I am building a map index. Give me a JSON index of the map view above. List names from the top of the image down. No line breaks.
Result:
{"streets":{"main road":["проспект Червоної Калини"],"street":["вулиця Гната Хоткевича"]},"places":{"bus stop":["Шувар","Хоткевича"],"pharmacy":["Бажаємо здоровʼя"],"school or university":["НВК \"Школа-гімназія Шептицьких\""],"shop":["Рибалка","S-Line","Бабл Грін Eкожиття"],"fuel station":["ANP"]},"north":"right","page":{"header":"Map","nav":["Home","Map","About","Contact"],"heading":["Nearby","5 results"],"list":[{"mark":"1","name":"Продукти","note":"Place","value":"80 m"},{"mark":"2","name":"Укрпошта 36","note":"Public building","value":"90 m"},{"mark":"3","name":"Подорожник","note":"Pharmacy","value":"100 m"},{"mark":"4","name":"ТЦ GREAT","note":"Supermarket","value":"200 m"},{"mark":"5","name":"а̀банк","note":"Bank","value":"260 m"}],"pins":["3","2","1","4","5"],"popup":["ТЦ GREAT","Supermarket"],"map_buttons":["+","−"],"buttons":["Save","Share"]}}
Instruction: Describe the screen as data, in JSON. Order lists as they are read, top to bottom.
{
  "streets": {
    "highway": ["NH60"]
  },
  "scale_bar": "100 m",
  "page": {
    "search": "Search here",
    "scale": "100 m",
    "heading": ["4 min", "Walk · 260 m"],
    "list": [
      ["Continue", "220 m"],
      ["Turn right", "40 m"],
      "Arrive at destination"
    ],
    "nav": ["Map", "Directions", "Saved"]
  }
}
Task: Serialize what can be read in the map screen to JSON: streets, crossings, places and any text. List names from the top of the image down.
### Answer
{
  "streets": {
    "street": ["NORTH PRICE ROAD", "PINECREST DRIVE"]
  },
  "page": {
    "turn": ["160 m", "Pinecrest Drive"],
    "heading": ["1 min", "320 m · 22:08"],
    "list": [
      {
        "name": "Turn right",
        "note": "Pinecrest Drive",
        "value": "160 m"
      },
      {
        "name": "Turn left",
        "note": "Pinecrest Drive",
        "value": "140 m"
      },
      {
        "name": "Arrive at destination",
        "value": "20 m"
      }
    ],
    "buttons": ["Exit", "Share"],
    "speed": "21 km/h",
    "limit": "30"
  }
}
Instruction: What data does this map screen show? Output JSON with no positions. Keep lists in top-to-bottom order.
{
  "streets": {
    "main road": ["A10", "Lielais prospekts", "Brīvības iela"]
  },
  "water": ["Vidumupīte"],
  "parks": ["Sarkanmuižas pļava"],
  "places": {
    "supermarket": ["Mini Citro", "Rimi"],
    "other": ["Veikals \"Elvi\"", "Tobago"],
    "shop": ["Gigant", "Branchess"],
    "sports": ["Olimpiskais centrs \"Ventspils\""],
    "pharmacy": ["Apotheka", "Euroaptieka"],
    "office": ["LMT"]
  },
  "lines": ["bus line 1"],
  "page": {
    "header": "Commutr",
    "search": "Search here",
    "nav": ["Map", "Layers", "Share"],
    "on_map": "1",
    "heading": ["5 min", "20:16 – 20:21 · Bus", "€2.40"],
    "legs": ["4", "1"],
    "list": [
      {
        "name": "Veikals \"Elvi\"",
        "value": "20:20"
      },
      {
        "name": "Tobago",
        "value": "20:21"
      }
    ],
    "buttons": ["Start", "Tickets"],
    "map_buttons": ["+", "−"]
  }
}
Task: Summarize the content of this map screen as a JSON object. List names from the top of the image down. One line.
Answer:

_ _ _ _

TASK DESCRIPTION: Report all lines above with "from".

WRITTEN ANSWER:
I am building a map index. Give me a JSON index of the map view above. List names from the top of the image down. No line breaks.
Task: Serialize what can be read in the map screen to JSON: streets, crossings, places and any text. List names from the top of the image down.
Task: Summarize the content of this map screen as a JSON object. List names from the top of the image down. One line.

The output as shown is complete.